I went to say hello and found out that they ‘were all here for a vaccination drive. I was told that a helicopter was going to land today and drop off a vaccination team.

“I’ll believe it when I see it” was my internal response because, well… there are lots of times things don’t work out as planned in PNG 🙂 Sure enough though at 10 am a Heli Niugini helicopter lands on the soccer field and drops off a 2 man team. It’s kind of novel to have a helicopter land when it’s nothing to do with you. It makes a nice change!
The team make an announcement that they’ll be doing measles and polio vaccinations the day after next. First they need to hike to the village 2 hours away (the same one the group arrived from) to start there.
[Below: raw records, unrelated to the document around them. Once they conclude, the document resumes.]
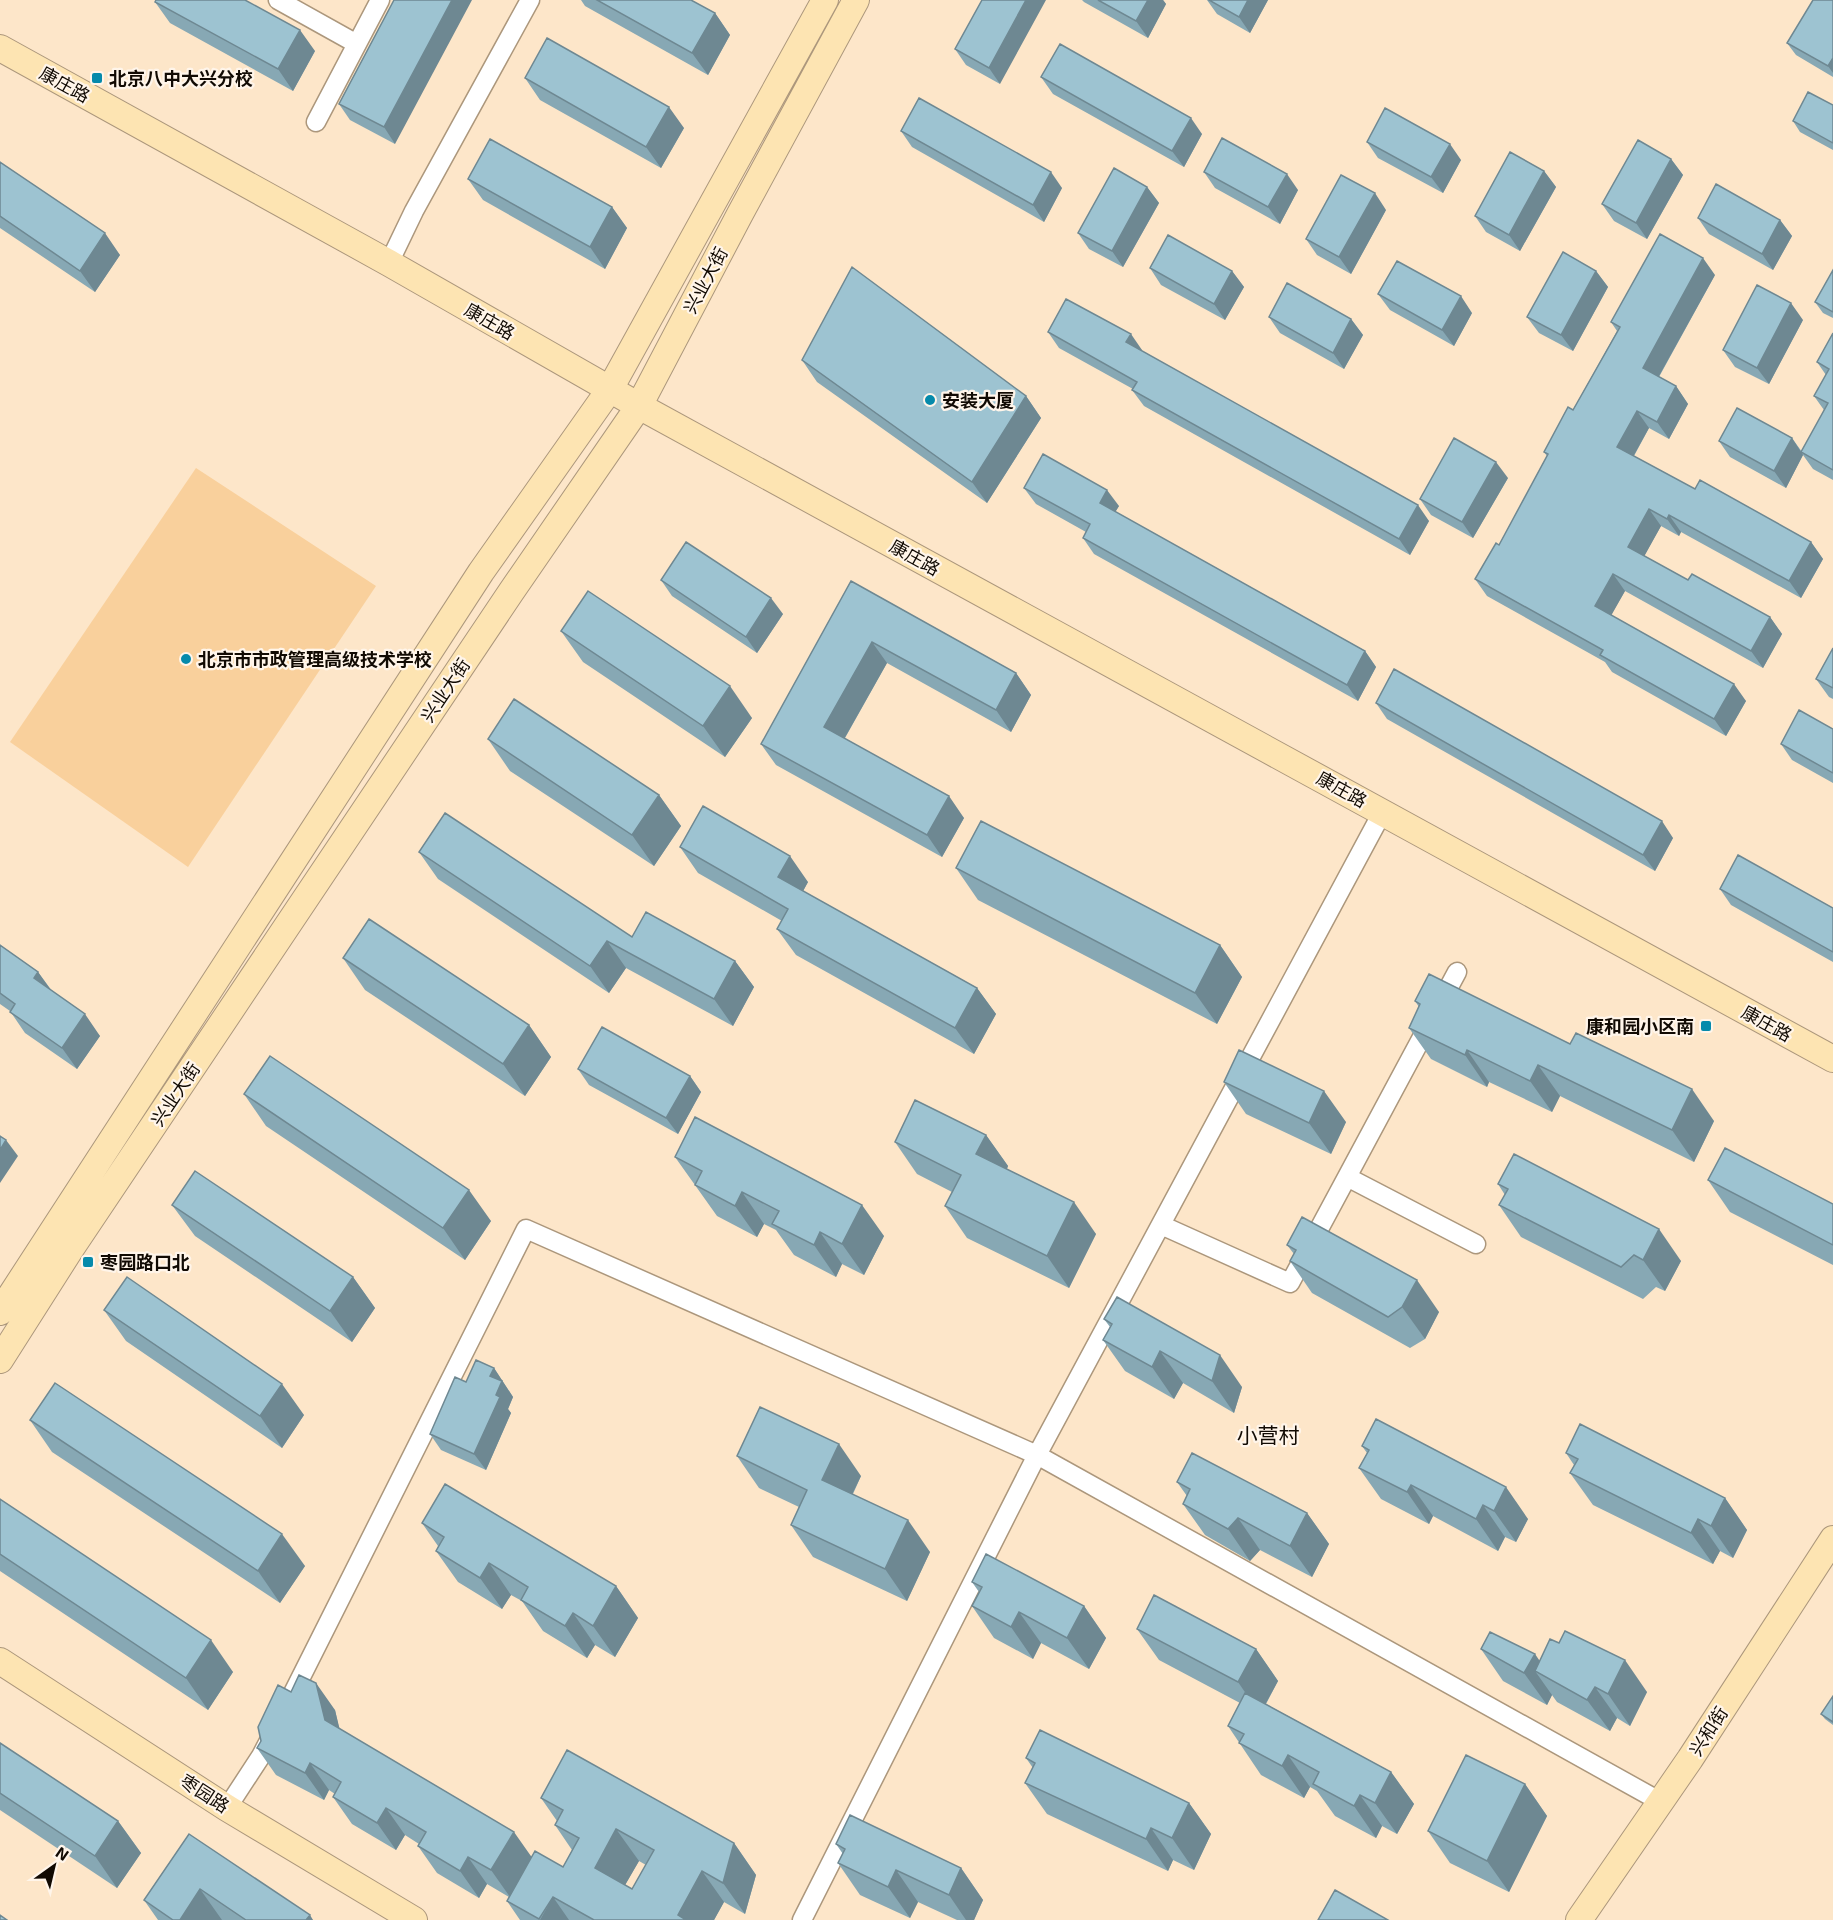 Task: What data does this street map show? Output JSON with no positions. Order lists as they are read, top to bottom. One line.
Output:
{"streets":{"main road":["康庄路","兴业大街","兴和街","枣园路"]},"crossings":[["康庄路","兴业大街"]],"districts":["小营村"],"places":{"transit":["北京八中大兴分校","康和园小区南","枣园路口北"],"other":["安装大厦","北京市市政管理高级技术学校"]},"north":"top right"} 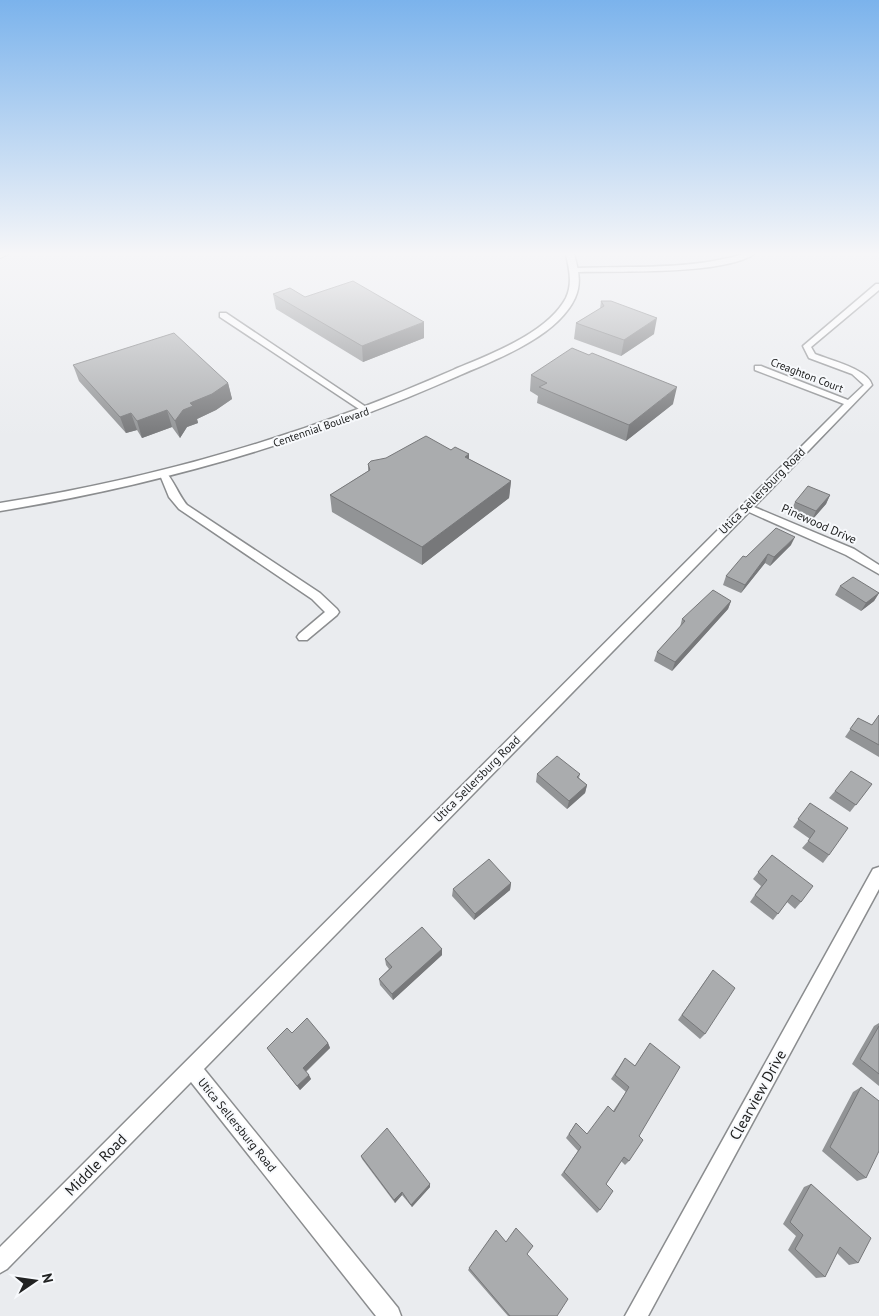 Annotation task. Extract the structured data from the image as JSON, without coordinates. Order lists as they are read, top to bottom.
{
  "streets": {
    "street": [
      "Creaghton Court",
      "Centennial Boulevard",
      "Utica Sellersburg Road",
      "Pinewood Drive",
      "Clearview Drive",
      "Middle Road"
    ]
  },
  "crossings": [
    ["Creaghton Court", "Utica Sellersburg Road"],
    ["Utica Sellersburg Road", "Pinewood Drive"],
    ["Utica Sellersburg Road", "Middle Road"]
  ],
  "north": "right"
} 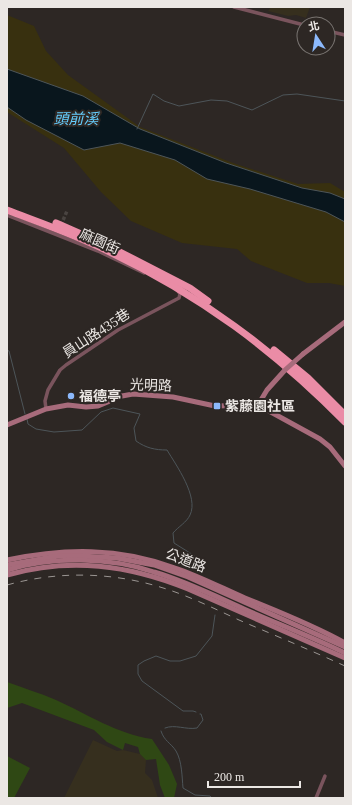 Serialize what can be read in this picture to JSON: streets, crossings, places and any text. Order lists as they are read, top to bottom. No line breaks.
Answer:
{"streets":{"street":["麻園街","員山路435巷","光明路","公道路"]},"crossings":[["麻園街","員山路435巷"],["員山路435巷","光明路"]],"water":["頭前溪"],"places":{"other":["福德亭"],"transit":["紫藤園社區"]},"scale_bar":"200 m","north":"top"} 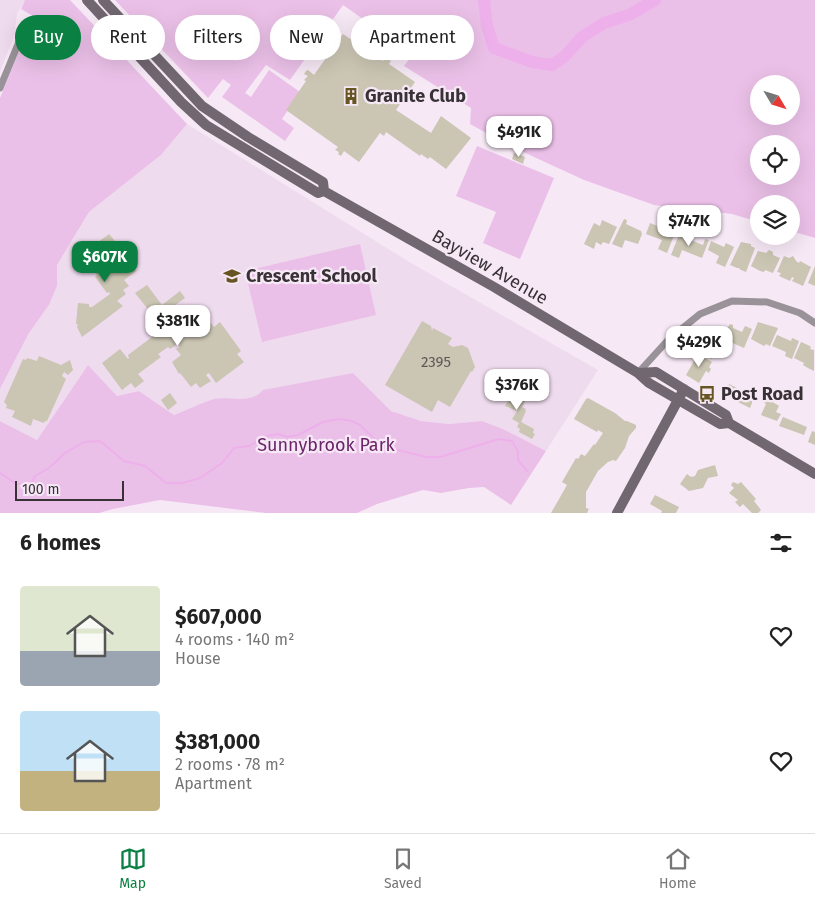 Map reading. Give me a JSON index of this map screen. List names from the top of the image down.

I’m actually quite pleased to find that no one in our village knew this was coming. They’ll need to go and carry the news to people who are off working in gardens. It’s nice for once that we’re not the only ones out of the loop!

2-days later the vaccinations start in our village and it’s great to see lots of kids under 5 getting vaccinated. I sit on the sidelines and watch and am able to practise sentences like “see, now that kid is happy because he doesn’t know what’s coming, but then he’ll be in pain and he’ll cry”. The verb for injecting is a new one for me; it’s similar to some other stabbing verbs, but a little different. I’m not sure if its a new one, or if the old one I got was wrong, or if there are multiple specific kinds of stabbing. The latter wouldn’t surprise me as the Kovol language has a very rich set of verbs for cutting, breaking and shooting type actions.

Asking a friend about it with my trusty voice recorder on I also manage to catch some conditional and logical relations.

etilig (sick) honn (time) hutam (one) hutam (one) endet (like that) ogol (?) yab (go) hooloogul (strong) heleb (become) nalasi (they work) etilig (sick) hutam (one) hutam (one) nom (that) egee (will) tebinn (come) mehamonn (work) nalasi (they work) etilig (sick) egee (will) tebinn (come) etilig (sick) honn (time) honn (time) taba (come) nom (that) wig (not) heb (see) amb (speak) i pugum (needle) wog (they) lum agand (they vaccinate)

Do you get it? … it’s hard for us too! Rhett has taken to saying recently “I don’t know how it communicates, but it does!”.
I think it’s something like this:
“For the time when that sickness comes and is strong they work. The sickness will come sometime and the work they do means we won’t see it. They vaccinate them.”

I’d need to sit with someone for an hour to exactly figure out what is going on here. It’s just a fraction of the material I’ve gathered this week though; there’s always more coming in than it’s possible to process! One thing I’ve noticed recently though is that the verb “to see” is often used as a “that will happen” or “that’s what we say (see)” type way, which seems to be the case here. Except for of course “heb” to see and “eb” to make are almost identical in our dialect (the h is silent, it’s a glottal stop) so there’s no real telling what it is here.

We’re glad to see vaccinations out here, and we’re glad that people are snapping them up.